La storia di Sesto...
Dalla storia di Caserta
Caserta ha conosciuto un periodo
di grande sviluppo.
Passò dagli Svevi agli Angioini, sotto il cui dominio
il feudo fu trasferito ai Pignatelli, ai Belmonte, ai Braherio,
ai Caetani, finchè nel 1310 fu assegnato a Diego de La
Rath di origini catalane. I de La Rath, italianizzati in Della
Ratta, governarono la contea fino al 1509, allorché ebbe
inizio la signoria degli Acquaviva.
Tratto dal Decameron di Boccaccio
Sesta Giornata
Novella Terza
Monna Nonna de'Pulci con una presta risposta al meno che onesto
motteggiare del vescovo di Firenze silenzio impone.
Quando Pampinea la sua novella ebbe finita, poi che da tutte
la risposta e la liberalità di Cisti molto fu commendata,
piacque alla reina che Lauretta dicesse appresso, la quale lietamente
così a dire cominciò.
Piacevoli donne, prima Pampinea e ora Filomena assai del vero
toccarono della nostra poca virtù e della bellezza de'motti;
alla quale per ciò che tornar non bisogna, oltre a quello
che de'motti è stato detto, vi voglio ricordare essere
la natura de'motti cotale, che essi come la pecora morde deono
così mordere l'uditore, e non come '1 cane; per ciò
che, se come il cane mordesse il motto, non sarebbe motto ma
villania.
La qual cosa ottimamente fecero e le parole di madonna Oretta
e la risposta di Cisti.
E' il vero che, se per risposta si dice, e il risponditore morda
come cane, essendo come da cane prima stato morso, non par da
riprendere, come, se ciò avvenuto non fosse, sarebbe;
e per ciò è da guardare e come e quando e con cui
e similmente dove si motteggia.
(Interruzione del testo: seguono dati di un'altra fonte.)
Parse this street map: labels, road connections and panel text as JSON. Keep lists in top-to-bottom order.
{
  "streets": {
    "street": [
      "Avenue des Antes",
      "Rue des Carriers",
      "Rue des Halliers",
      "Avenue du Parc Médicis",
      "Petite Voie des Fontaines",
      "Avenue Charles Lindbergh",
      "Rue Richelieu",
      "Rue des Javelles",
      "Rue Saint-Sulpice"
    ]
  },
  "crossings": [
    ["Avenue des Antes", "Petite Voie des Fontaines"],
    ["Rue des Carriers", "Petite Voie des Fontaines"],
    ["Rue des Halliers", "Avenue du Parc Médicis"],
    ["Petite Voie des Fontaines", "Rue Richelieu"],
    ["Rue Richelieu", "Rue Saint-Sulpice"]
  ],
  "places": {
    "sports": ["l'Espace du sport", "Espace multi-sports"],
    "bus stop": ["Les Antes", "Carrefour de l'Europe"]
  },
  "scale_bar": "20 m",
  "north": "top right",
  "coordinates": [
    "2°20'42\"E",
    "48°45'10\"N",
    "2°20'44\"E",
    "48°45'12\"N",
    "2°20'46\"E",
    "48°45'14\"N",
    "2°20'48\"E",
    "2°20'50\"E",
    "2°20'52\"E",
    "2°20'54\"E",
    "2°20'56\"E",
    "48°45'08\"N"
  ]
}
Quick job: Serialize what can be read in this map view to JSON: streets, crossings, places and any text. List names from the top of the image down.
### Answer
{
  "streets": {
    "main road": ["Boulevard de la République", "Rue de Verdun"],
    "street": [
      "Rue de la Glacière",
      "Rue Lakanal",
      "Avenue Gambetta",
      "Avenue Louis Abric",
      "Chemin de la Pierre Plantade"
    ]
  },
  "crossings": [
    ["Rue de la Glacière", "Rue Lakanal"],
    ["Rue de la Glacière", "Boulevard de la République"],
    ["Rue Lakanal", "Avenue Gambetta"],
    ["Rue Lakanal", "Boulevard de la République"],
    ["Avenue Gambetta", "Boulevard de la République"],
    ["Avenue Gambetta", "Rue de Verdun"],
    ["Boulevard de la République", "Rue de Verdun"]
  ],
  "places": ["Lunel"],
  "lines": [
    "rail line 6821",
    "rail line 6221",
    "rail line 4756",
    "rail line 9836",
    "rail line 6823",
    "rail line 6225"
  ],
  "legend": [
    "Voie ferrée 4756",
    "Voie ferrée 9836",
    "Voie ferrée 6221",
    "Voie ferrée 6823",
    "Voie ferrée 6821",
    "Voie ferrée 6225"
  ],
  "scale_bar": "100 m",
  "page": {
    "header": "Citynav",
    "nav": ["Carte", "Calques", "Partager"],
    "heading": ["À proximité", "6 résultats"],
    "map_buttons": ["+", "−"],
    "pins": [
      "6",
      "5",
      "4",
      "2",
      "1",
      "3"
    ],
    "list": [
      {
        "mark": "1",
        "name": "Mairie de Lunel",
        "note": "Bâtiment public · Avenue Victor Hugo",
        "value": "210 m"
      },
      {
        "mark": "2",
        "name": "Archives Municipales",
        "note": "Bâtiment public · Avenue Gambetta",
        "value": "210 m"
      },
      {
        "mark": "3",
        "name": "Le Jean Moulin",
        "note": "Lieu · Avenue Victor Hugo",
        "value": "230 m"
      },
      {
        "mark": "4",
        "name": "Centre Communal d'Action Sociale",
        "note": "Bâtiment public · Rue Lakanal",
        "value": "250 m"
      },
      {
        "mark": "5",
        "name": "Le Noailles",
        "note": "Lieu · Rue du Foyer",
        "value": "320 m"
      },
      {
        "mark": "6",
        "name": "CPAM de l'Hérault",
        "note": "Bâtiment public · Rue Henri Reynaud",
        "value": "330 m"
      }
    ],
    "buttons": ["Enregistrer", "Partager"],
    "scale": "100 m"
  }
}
Alle quali cose poco guardando
già un nostro prelato, non minor morso ricevette che '1
desse; il che in una piccola novella vi voglio mostrare.
Essendo vescovo di Firenze messer Antonio d'Orso, valoroso e
savio prelato, venne in Firenze un gentile uom catalano, chiamato
messer Dego della Ratta, maliscalco per lo re Ruberto. Il quale,
essendo del corpo bellissimo e vie più che grande vagheggiatore,
avvenne che fra l'altre donne fiorentine una ne gli piacque,
la quale era assai bella donna ed era nepote d'un fratello del
detto vescovo.
E avendo sentito che il marito di lei, quantunque di buona famiglia
fosse, era avarissimo e cattivo, con lui compose di dovergli
dare cinquecento fiorin d'oro, ed egli una notte con la moglie
il lasciasse giacere; per che, fatti dorare popolini d'ariento,
che allora si spendevano, giaciuto con la moglie, come che contro
al piacer di lei fosse, gliele diede. Il che poi sappiendosi
per tutto, rimasero al cattivo uomo il danno e le beffe; e il
vescovo, come savio, s'infinse di queste cose niente sentire.
Per che, usando molto insieme il vescovo e '1 maliscalco, avvenne
che il dì di San Giovanni, cavalcando l'uno allato all'altro,
veggendo le donne per la via onde il palio si corre, il vescovo
vide una giovane, la quale questa pestilenzia presente ci ha
tolta donna, il cui nome fu monna Nonna de'Pulci, cugina di messere
Alesso Rinucci, e cui voi tutte doveste conoscere; la quale,
essendo allora una fresca e bella giovane e parlante e di gran
cuore, di poco tempo avanti in Porta San Piero a marito venutane,
la mostrò al maliscalco; e poi essendole presso, posta
la mano sopra la spalla del maliscalco, disse:
- Nonna, che ti par di costui? Crederrestil vincere?
Alla Nonna parve che quelle parole alquanto mordessero la sua
onestà, o la dovesser contaminar negli animi di coloro,
che molti v'erano, che l'udirono. Per che, non intendendo a purgar
questa contaminazione, ma a render colpo per colpo, prestamente
rispose:
- Messere, è forse non vincerebbe me, ma vorrei buona
moneta.
La qual parola udita il maliscalco e 'l vescovo, sentendosi parimente
trafitti, l'uno siccome facitore della disonesta cosa nella nepote
del fratel del vescovo, e l'altro sì come ricevitore nella
nepote del proprio fratello, senza guardar l'un l'altro, vergognosi
e taciti se n'andarono, senza più quel giorno dirle alcuna
cosa.
Così adunque, essendo la giovane stata morsa, non le si
disdisse il mordere altrui motteggiando.